Although Microsoft is homing in on making its products more secure with the Trustworthy Computing initiative, a spy of mine said he couldn't access a hotfix from a Microsoft server - because the system was down. The spy tried for three days, but the FTP server was inaccessible. He was first told on Sunday last week that the server was down temporarily, then told on Monday that it would be down for 24 hours to 48 hours, and as of Tuesday evening, the server was still down. When he asked if Microsoft had been hit by a virus or hacked, tech support gave the classic response: no comment.
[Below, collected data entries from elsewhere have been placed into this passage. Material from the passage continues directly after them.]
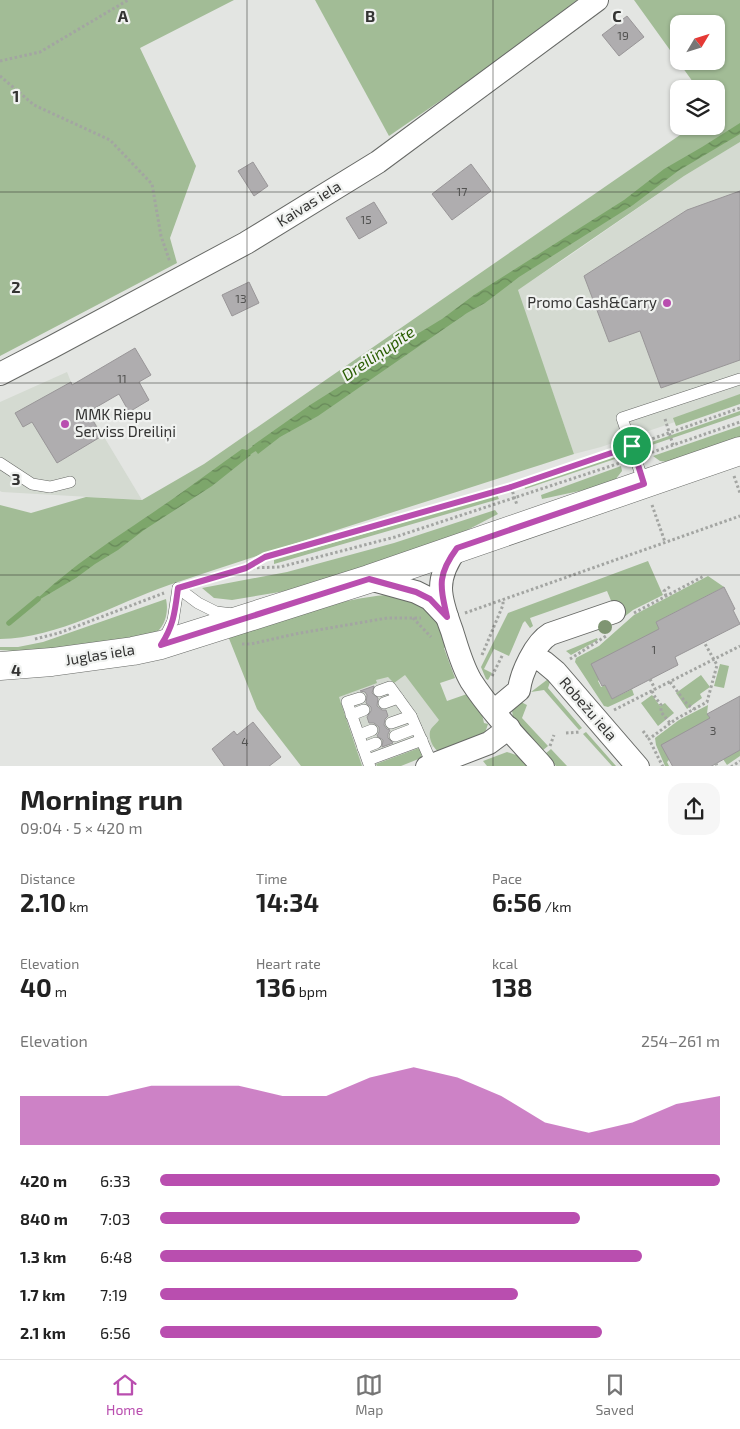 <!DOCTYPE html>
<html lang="en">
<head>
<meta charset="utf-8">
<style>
  :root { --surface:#fff; --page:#f6f6f6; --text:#222; --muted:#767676; --line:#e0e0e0; --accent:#b94eaf }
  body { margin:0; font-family:"Exo 2",sans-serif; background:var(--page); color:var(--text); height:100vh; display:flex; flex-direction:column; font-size:19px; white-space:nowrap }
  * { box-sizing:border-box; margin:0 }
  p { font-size:16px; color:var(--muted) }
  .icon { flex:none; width:28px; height:28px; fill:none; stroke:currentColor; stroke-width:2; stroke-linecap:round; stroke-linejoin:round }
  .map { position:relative; height:766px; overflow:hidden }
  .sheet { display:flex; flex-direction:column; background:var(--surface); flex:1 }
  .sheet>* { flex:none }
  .needle { width:32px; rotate:52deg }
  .tools { position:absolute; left:670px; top:15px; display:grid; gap:10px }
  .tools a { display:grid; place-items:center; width:55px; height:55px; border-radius:10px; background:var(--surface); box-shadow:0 1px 4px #0004; font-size:25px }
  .pin { position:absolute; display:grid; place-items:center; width:42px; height:42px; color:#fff; margin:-21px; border:2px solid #fff; border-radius:50%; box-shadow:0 1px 5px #0007 }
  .round { display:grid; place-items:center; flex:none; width:52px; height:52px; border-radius:15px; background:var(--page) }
  .headline { display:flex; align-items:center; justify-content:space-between; height:85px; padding:0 20px }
  h1 { font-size:28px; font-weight:700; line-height:38px }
  .figures { display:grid; grid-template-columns:repeat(3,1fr); gap:8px; height:85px; padding:5px 20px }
  .figures div { display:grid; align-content:center }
  .figures b { font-size:25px; font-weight:700 }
  .figures small { font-size:14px; font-weight:400 }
  .figures p { font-size:14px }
  .chart { height:140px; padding:10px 20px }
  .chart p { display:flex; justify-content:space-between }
  .chart svg { width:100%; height:90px; margin-top:5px; fill:var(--accent); opacity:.7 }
  ul { padding:0 20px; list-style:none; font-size:16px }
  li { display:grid; grid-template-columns:80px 60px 1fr; align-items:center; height:38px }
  li i { height:12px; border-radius:6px; background:var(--accent) }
  .dock { display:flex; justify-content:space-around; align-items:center; height:70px; border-top:1px solid var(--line); background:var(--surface); font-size:14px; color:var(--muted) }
  .dock a { display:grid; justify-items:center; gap:2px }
  .dock .on { color:var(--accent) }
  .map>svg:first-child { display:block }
  .built { fill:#d4dad1 }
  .green { fill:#a2bc96; fill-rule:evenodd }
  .water { fill:url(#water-waves) }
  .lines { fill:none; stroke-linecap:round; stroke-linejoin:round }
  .stream { stroke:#7da66b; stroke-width:5.5 }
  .building { fill:#afadaf; stroke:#999698 }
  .lane-casing { stroke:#676966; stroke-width:12 }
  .street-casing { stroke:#676966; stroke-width:24 }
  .primary-casing { stroke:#676966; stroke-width:29 }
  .path { stroke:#a3a5a2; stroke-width:3; stroke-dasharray:2.5 2.5; stroke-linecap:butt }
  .lane { stroke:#fff; stroke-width:11 }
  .street { stroke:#fff; stroke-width:22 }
  .primary { stroke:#fff; stroke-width:28 }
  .tree { fill:#7f9572 }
  .route-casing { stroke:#fff; stroke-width:10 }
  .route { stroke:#b94eaf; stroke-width:6 }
  .grid { fill:none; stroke:#333332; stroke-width:1; stroke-opacity:0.55 }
  .poi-dot { fill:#b94eaf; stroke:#f0f2f0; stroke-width:2 }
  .labels { text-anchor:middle; stroke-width:4.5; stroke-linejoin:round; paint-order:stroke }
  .number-label { font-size:12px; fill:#525251 }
  .street-label { font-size:15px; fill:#333332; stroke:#f0f2f0 }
  .poi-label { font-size:15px; fill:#333332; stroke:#f0f2f0; text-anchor:end }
  .water-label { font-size:16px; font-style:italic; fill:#2a5d03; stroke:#f0f2f0 }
  .grid-label { font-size:16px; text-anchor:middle; font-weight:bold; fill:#333332; stroke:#f0f2f0; stroke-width:4.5; stroke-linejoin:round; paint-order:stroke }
</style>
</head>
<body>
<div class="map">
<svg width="740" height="767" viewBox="0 0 740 767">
  <defs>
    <pattern id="water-waves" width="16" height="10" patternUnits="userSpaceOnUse" patternTransform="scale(1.25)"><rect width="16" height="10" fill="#7da66b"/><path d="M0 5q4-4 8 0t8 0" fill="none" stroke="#678859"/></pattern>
  </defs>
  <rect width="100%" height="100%" fill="#e3e5e2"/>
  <g class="built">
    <path d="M740 142V400L601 447 574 454 517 290 569 256 684 176Z"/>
    <path d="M67 372 71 382 142 500 2 492 0 491V402Z"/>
    <path d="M402 667 457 739 377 766H359L333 694Z"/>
  </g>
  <g class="green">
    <path d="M0 0H234L140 48 196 166 170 238 177 263 0 356Z"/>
    <path d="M315 0H577L501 59 389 136Z"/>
    <path d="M634 0H740V142L684 176 518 290 574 454C439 498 303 540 169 585 114 604 59 638 0 639V505L31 513 86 497 142 500 204 464 693 126H716V89H698ZM679 24H716V61H679Z"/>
    <path d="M740 394V404L676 426 673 418Z"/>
    <path d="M740 411V415L646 447V444Z"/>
    <path d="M740 426V440L675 463 660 461 653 456Z"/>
    <path d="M619 453 621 457 525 489 524 486Z"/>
    <path d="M621 466 622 471 612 484 542 499 541 495Z"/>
    <path d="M497 495 499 499 274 564V560Z"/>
    <path d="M495 510 498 514 452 538 316 586 232 600 214 598 202 588 287 572 394 543Z"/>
    <path d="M648 561 663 595 633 610 624 617 612 603 607 591 530 618 533 626 530 628 525 621 523 623 509 656 494 649 484 669 492 673 488 680 486 679 481 667 508 613Z"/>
    <path d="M708 576 724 587 656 622 659 629 598 681 601 687 605 685 612 699 632 689 634 695 608 707 604 706 575 662 576 658 599 646 634 615Z"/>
    <path d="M396 594 429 608 439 623 448 646 444 648 455 678 440 683 447 701 467 694 482 714 484 723 488 724 485 733 438 751C433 748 427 736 431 729 433 726 437 723 439 720L405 675 394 683 388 677 376 680 377 683 339 697 362 766H301L257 709 228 636C283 618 338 598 396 594Z"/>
    <path d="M166 599C169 613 165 628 152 636 146 639 136 639 130 641 89 648 42 654 0 650V647H18L43 642Z"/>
    <path d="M597 638 598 640 571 655 566 651Z"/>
    <path d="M720 664 729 666 724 688 714 686Z"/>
    <path d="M701 675 710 687 700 694 702 698 687 709 676 693Z"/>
    <path d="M552 676 548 688 582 728 579 730 544 690 531 692Z"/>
    <path d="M652 695 660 706 665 703 674 713 658 726 641 703Z"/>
    <path d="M521 702 527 705 522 718 548 746 542 751 513 718 512 710Z"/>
    <path d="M708 705 707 714 710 718 667 762 669 766H665L656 745 655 738 679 720Z"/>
    <path d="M586 732 616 766H612L583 734Z"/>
    <path d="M419 748 422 754 421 758 401 766H377L376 764Z"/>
    <path d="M551 749 567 766H556L545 754Z"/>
    <path d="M740 750V756L727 765 723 759Z"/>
    <path d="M507 752 519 756 528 766H487L483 761Z"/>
  </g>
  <g class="water">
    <path d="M740 123V134L678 171 633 205 519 277 485 303 467 313 318 416 280 437 258 454 252 446 310 405 364 371 399 345 442 319 474 295 624 200 664 169 702 147Z"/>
    <path d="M242 449 247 450 251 455 212 486 144 530 118 550 95 564 76 578 32 604C76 561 124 533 174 498 197 482 219 465 242 449Z"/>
  </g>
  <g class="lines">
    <g class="stream">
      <path d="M243 456 260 445"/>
      <path d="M9 623 38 599"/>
    </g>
  </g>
  <g class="building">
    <path d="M627 16 644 37 619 56 602 35Z"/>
    <path d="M253 162 268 186 254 196 238 171Z"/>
    <path d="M471 164 491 191 452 220 432 194Z"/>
    <path d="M740 191V360L661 388 640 331 609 342 584 276 687 210Z"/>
    <path d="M374 202 387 223 359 239 346 218Z"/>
    <path d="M249 282 259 303 232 316 222 295Z"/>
    <path d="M135 348 151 375 139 382 149 400 129 412 119 394 88 412 102 436 57 463 32 422 23 427 15 413 71 382 72 385Z"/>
    <path d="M724 587 735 609 733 610 740 624 675 657 678 665 612 699 605 685 602 686 591 664 659 629 656 622Z"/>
    <path d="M374 686 372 693 378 698 377 706 382 710H386L388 716 385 719 384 725 387 729 390 730 388 734V738L393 743 382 747 383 740 377 736 379 732V727L374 723H369L367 717 371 711V707L366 703 367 695 365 692 360 691Z"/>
    <path d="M740 696V750L710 767H673L661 745 710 718 707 714Z"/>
    <path d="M253 722 281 757 268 767H225L212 749 234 731 237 735Z"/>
  </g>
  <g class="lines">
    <g class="lane-casing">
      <g id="lane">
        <path d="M0 463 32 484 50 487 70 482"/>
        <path d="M644 484 622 418 740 379"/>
        <path d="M178 588 198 603 216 612 233 614"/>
        <path d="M163 641 173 621 178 588"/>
        <path d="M379 691 390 687 411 716 432 764"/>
        <path d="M360 698 347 702 370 767"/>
        <path d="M384 703 398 698"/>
        <path d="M351 715 364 710"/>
        <path d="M391 723 411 716"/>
        <path d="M359 735 372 730"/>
        <path d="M395 736 416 728"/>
        <path d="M363 748 376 743"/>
        <path d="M368 760 422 740"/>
      </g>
    </g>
    <g class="street-casing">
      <g id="street">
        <path d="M0 374 52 347 246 243 378 162 597 0"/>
        <path d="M457 548C434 579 439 596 452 631 457 647 462 666 471 681 491 712 518 739 543 767"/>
        <path d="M369 579 416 592 430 599 447 617"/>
        <path d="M532 656 544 662 556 672 638 767"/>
        <path d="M494 711 519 690C521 673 535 643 550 634L614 612"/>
        <path d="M427 767 489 743 509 728"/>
      </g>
    </g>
    <g class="primary-casing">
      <path id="primary" d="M0 666 52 662 133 651 161 645 369 579 740 451"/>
    </g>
    <g class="path">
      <path d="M0 61 40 52 128 0"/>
      <path d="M0 76 34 105 110 140 152 184 161 236 170 262"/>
      <path d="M665 419 673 445"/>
      <path d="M643 442 740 408"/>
      <path d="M647 454 740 422"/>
      <path d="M734 476 740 493"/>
      <path d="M511 487 517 505"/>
      <path d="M652 505 665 542"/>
      <path d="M247 568 280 567 395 537 623 462"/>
      <path d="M196 583 246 568 265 557 511 487 618 450"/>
      <path d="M666 596 664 591 671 586"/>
      <path d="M465 613 740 516"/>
      <path d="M634 613 704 576"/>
      <path d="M413 618 431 637"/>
      <path d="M35 639 59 633 164 593"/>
      <path d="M242 644H251L295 634 387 618H421"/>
      <path d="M482 655 503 605V599"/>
      <path d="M570 659 606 636"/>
      <path d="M492 676 503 654"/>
      <path d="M650 679 655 689"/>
      <path d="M670 682 687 704 694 709"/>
      <path d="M652 691 655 697 661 705V712L670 723"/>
      <path d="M614 710 740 646"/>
      <path d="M643 731 649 739"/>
      <path d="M566 733 581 732"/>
      <path d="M550 746 554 735"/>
      <path d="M716 763 717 767"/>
      <path d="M663 767 649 739 676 719 707 702 717 665 704 642"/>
      <path d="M731 767 740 761"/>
    </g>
    <use href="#lane" class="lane"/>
    <use href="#street" class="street"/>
    <use href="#primary" class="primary"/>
  </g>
  <circle class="tree" cx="605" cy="627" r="7"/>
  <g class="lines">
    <g class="route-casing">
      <path id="route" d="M632 446 644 484 457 548C437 575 440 585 447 617L430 599 416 592 369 579 161 645C174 625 175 611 178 588L246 568 265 557 511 487Z"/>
    </g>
    <use href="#route" class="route"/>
  </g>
  <path class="grid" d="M247 0V767M493 0V767M0 192H740M0 383H740M0 575H740"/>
  <g class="poi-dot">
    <circle cx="667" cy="303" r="5"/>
    <circle cx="65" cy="424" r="5"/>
  </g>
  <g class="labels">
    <g class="number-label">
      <text x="623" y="40">19</text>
      <text x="462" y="196">17</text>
      <text x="366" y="224">15</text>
      <text x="241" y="303">13</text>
      <text x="122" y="383">11</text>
      <text x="654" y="654">1</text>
      <text x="713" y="735">3</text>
      <text x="245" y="746">4</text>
    </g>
    <g class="street-label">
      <text transform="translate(309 204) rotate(-32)" y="5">Kaivas iela</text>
      <text transform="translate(100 655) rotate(-9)" y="5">Juglas iela</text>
      <text transform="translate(588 709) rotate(49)" y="5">Robežu iela</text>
    </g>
    <g class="poi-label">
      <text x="657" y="308">Promo Cash&amp;Carry</text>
      <text x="75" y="420" text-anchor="start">MMK Riepu<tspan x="75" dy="17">Serviss Dreiliņi</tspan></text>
    </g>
    <g class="water-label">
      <text transform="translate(378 353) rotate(-34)" y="6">Dreiliņupīte</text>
    </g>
  </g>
  <g class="grid-label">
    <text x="123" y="22">A</text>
    <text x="370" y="22">B</text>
    <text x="617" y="22">C</text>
    <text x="16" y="102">1</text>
    <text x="16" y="293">2</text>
    <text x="16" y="485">3</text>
    <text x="16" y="676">4</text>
  </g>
</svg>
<div class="tools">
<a><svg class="needle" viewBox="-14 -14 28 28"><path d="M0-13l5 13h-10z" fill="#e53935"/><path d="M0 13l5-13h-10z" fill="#767676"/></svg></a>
<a><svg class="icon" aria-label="layers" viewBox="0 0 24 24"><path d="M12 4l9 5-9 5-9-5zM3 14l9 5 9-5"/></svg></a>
</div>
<div class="pin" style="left:632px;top:446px;background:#1e9e55"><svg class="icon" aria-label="arrive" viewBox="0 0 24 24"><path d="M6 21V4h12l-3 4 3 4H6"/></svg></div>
</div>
<section class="sheet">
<div class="headline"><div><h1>Morning run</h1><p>09:04 · 5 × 420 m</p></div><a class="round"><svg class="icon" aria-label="share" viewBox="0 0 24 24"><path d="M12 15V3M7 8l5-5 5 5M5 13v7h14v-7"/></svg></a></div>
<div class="figures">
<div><p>Distance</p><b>2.10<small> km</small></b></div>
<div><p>Time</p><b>14:34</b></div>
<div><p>Pace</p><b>6:56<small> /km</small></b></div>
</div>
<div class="figures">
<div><p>Elevation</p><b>40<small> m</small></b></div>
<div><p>Heart rate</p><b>136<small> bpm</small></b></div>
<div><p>kcal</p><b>138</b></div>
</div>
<div class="chart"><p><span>Elevation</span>254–261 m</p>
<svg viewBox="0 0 160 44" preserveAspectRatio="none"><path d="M0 44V20L10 20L20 20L30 15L40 15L50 15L60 20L70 20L80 11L90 6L100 11L110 20L120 33L130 38L140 33L150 24L160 20V44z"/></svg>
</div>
<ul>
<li><b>420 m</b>6:33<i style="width:100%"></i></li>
<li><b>840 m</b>7:03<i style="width:75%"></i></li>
<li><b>1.3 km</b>6:48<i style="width:86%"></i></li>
<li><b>1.7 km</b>7:19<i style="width:64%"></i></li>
<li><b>2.1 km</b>6:56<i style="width:79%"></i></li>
</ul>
</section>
<nav class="dock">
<a class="on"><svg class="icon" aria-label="home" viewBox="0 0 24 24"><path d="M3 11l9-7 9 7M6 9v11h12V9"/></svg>Home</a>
<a><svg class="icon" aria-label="map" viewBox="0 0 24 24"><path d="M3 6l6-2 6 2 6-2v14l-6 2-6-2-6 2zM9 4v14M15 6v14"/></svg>Map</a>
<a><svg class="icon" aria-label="saved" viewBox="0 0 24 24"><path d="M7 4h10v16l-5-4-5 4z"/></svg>Saved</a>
</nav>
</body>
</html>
This week Amber expressed as much regret as I did about the notion of rushing a beautiful pint of Guinness. "What's the big hurry, anyway?" Amber asked. "Some things just should not be rushed." Even after polishing off my taxes, we were happy enough to wait for a proper pour.
Patience is a virtue
Then again, Amber and I didn't have to deal with Intuit's problems. One of my spies, however, was not so fortunate. Granted my spy waited until the last minute, but because he planned to file his tax return electronically that should not have been a problem. At 10:30pm on tax day, Mr. Spy got the following message: The Intuit Electronic Filing Center is experiencing unusually heavy demand and is unable to accept returns at this time. Please try again in five minutes. On a fourth attempt, my spy received a message saying the Intuit Filing Center was experiencing unusually heavy demand and was unable to accept tax returns at that time.
At your service
WorldCom, on the other hand, is not at a loss when it comes to accepting payments, another spy said. Last November, the spy switched from WorldCom's frame network services to its VPN offering, and is very happy with the service. Except for the $US3,700 monthly bill for the frame network services, that is. That, of course, is in addition to the new bill for the VPN. At this point, my spy claims that WorldCom has sent bills for nearly $US15,000 in total for services not rendered. My spy has tried countless times to get through to someone at WorldCom regarding this matter, and the only action he has seen on WorldCom's side is a notice threatening to cancel his frame account for non-payment.
Now that we've gotten to know the local bartender, Rob, Amber seems to think the guy knows everything about everything. "Oh, Rob, who wrote The Brothers Karamazov again?" she asked. Of course, when I say "Dostoevsky" she never thinks it's quite right.